When necessary, Ostrum AM will also enter into dialogue to ensure the coherence of a sustainable bond issue with the underlying objectives of the issuer’s environmental/social strategy.

5.    Measurability: allocation and impact report

Measurability is addressed via an analysis of engagements and the quality of reports published by issuers.

For use of proceeds (UoP) type bonds - green, social, sustainability bonds, Ostrum AM assesses engagements, allocation & impact reporting publications, including frequency, transparency, choice of indicators, quality of calculation methodologies and certification by third parties.

For sustainability-linked bonds, Ostrum AM assesses engagements and sustainability indicator performance reporting (E/S): frequency and transparency, clarity of KPI calculation methodology and back-up mechanisms, checking the level of Sustainability Performance Target (SPT) achievement by a third-party assessor.

The Climate and Social Impact Bond strategy annual allocation and impact report provides an overview of the environmental, social and regional impacts of investments. The report can be consulted on Ostrum AMs website:  www.ostrum.com.

6.    Climate and Social Impact Bond strategy: an impact investment classified SFDR Article 9

Ostrum AM’s Global Sustainable Transition Bonds strategy is classified SFDR Article 9.

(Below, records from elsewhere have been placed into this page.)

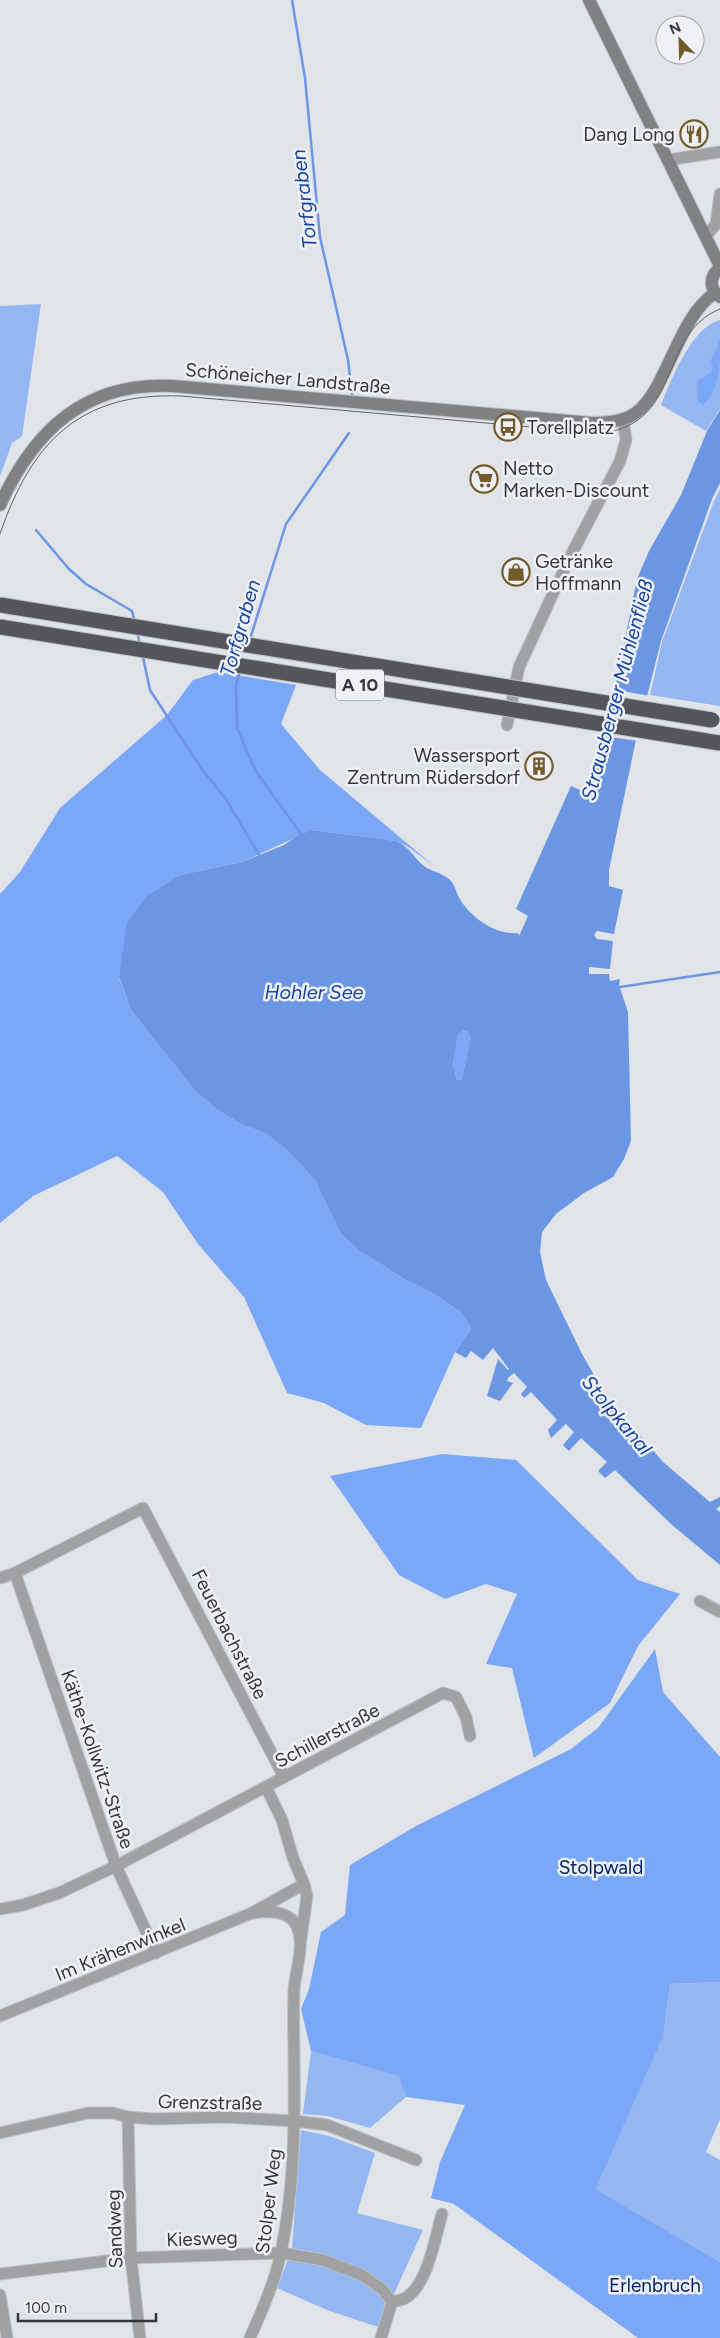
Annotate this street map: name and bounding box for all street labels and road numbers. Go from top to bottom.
street label: Schöneicher Landstraße [184,358,392,399]
road number: A 10 [336,670,384,700]
street label: Feuerbachstraße [187,1565,272,1703]
street label: Käthe-Kollwitz-Straße [56,1667,139,1852]
street label: Schillerstraße [271,1698,384,1773]
street label: Im Krähenwinkel [52,1913,189,1986]
street label: Grenzstraße [158,2090,262,2115]
street label: Stolper Weg [251,2147,286,2255]
street label: Sandweg [102,2189,127,2269]
street label: Kiesweg [166,2226,238,2251]

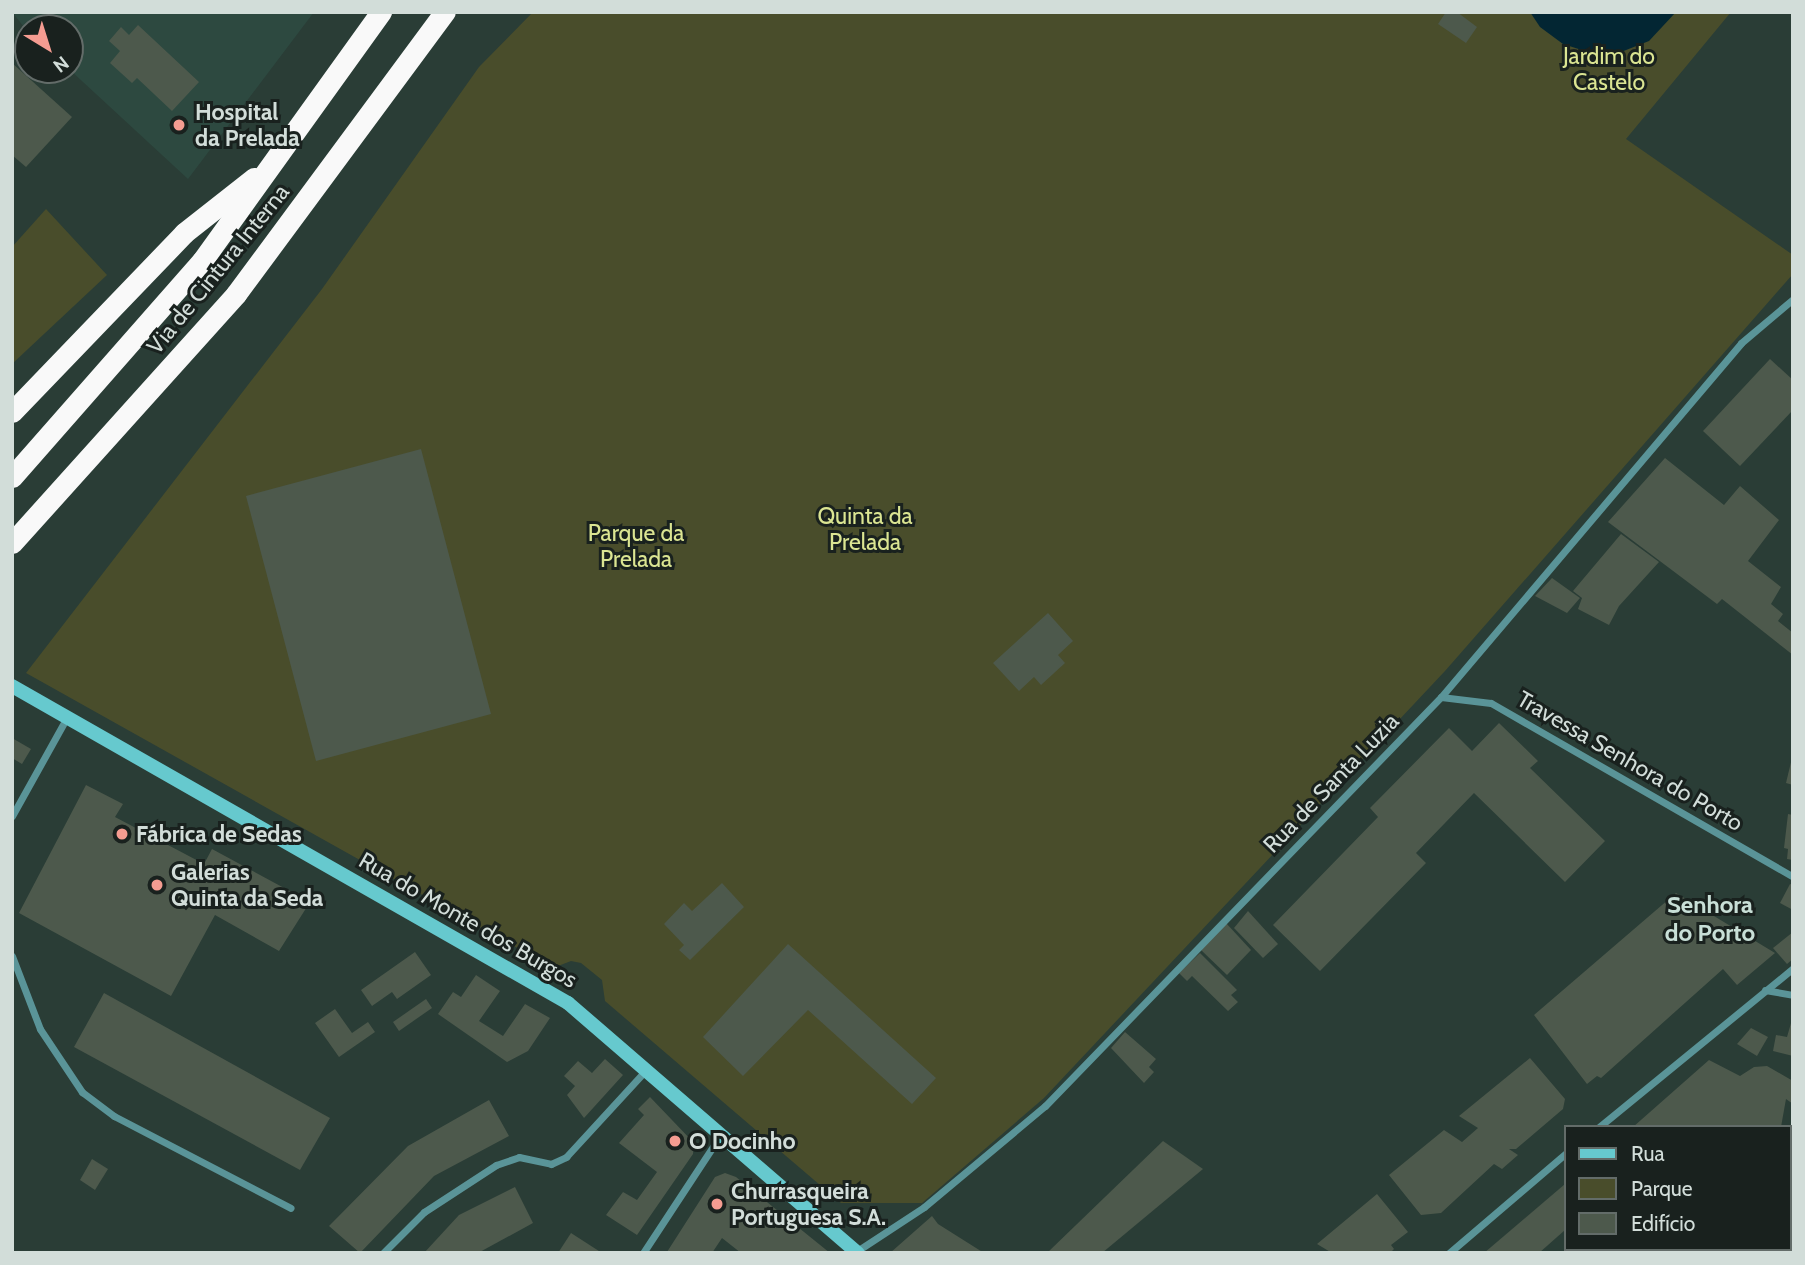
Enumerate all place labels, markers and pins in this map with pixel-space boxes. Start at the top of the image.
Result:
place label: Hospital da Prelada [195,98,300,152]
marker: Hospital da Prelada [169,115,189,135]
place label: Fábrica de Sedas [136,820,302,848]
marker: Fábrica de Sedas [114,826,130,842]
place label: Galerias Quinta da Seda [171,858,323,912]
marker: Galerias Quinta da Seda [149,877,165,893]
place label: O Docinho [689,1127,796,1155]
marker: O Docinho [667,1133,683,1149]
place label: Churrasqueira Portuguesa S.A. [731,1177,886,1231]
marker: Churrasqueira Portuguesa S.A. [709,1196,725,1212]

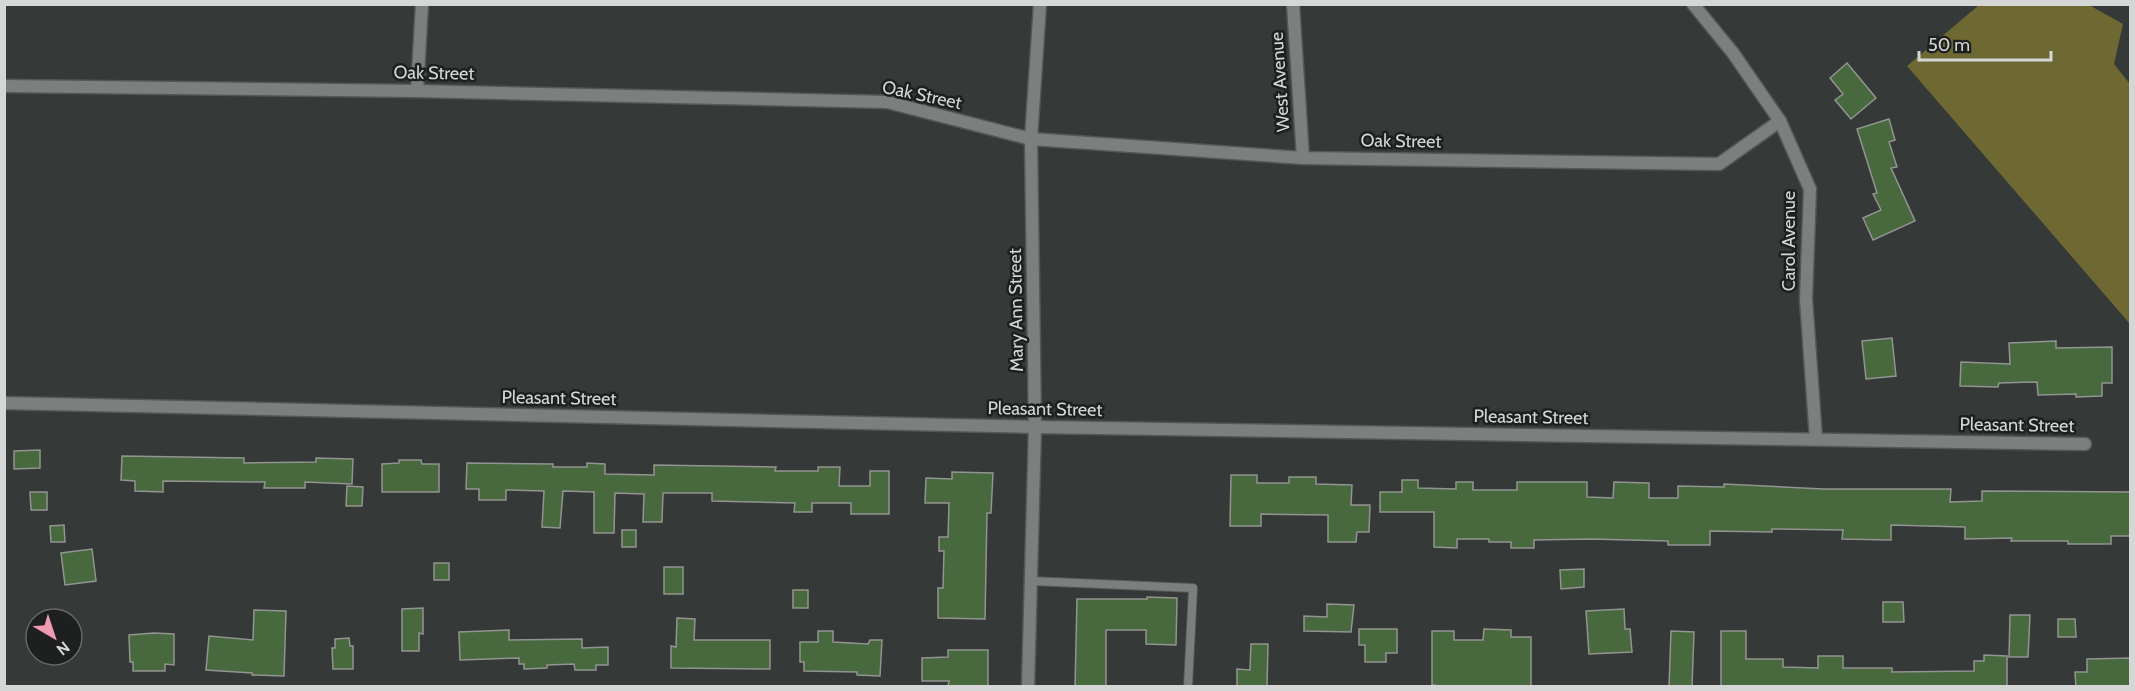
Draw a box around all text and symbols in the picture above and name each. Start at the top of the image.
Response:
scale bar [1919,24,2051,62]
street label: West Avenue [1266,31,1294,133]
text: 50 m [1928,34,1970,56]
street label: Oak Street [393,61,475,85]
street label: Oak Street [880,76,964,114]
street label: Oak Street [1360,129,1442,153]
street label: Carol Avenue [1778,191,1800,291]
street label: Mary Ann Street [1004,248,1028,372]
street label: Pleasant Street [502,386,616,410]
street label: Pleasant Street [988,397,1102,421]
street label: Pleasant Street [1474,405,1588,429]
street label: Pleasant Street [1960,413,2074,437]
north arrow [24,607,84,667]
text: N [53,637,73,659]

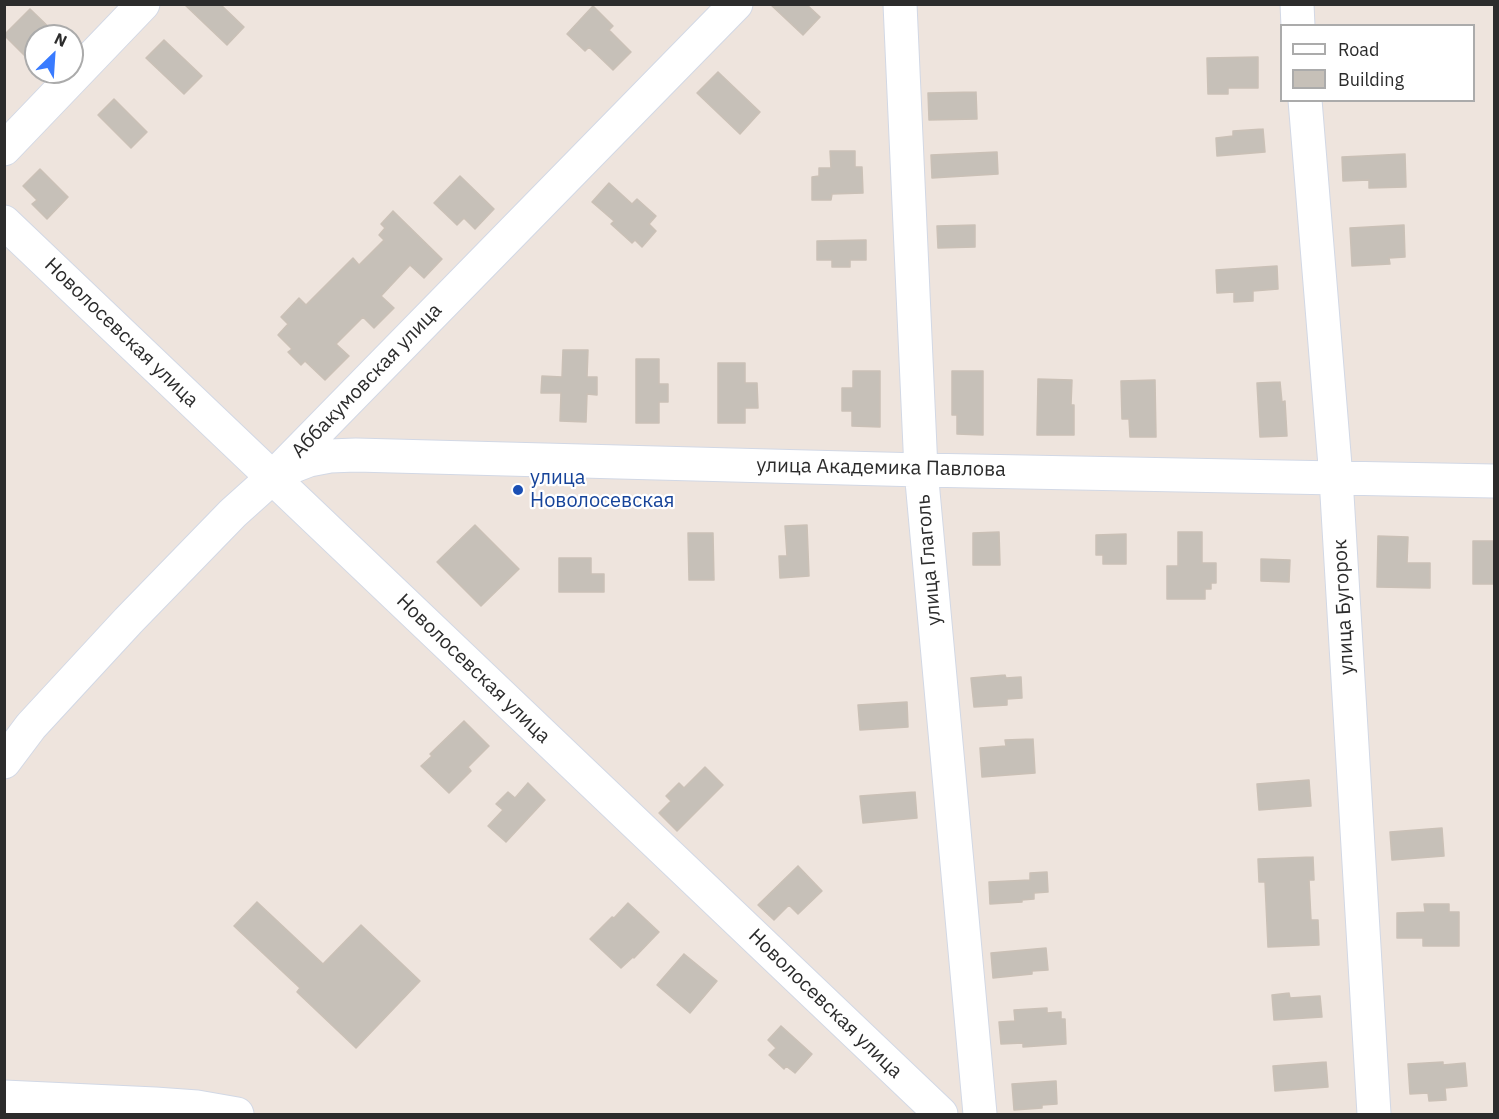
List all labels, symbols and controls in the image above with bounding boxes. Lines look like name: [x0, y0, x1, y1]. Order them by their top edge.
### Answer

According to the SFDR regulation, Article 9 strategies are “products pursuing sustainable investment objectives”. Funding must target an economic activity which contributes towards an environmental objective (measured for example through KPIs including the use of renewable energies, waste management and the impact on biodiversity) and/or an economic activity which contributes towards social objectives, including combating inequality and investing in human capital.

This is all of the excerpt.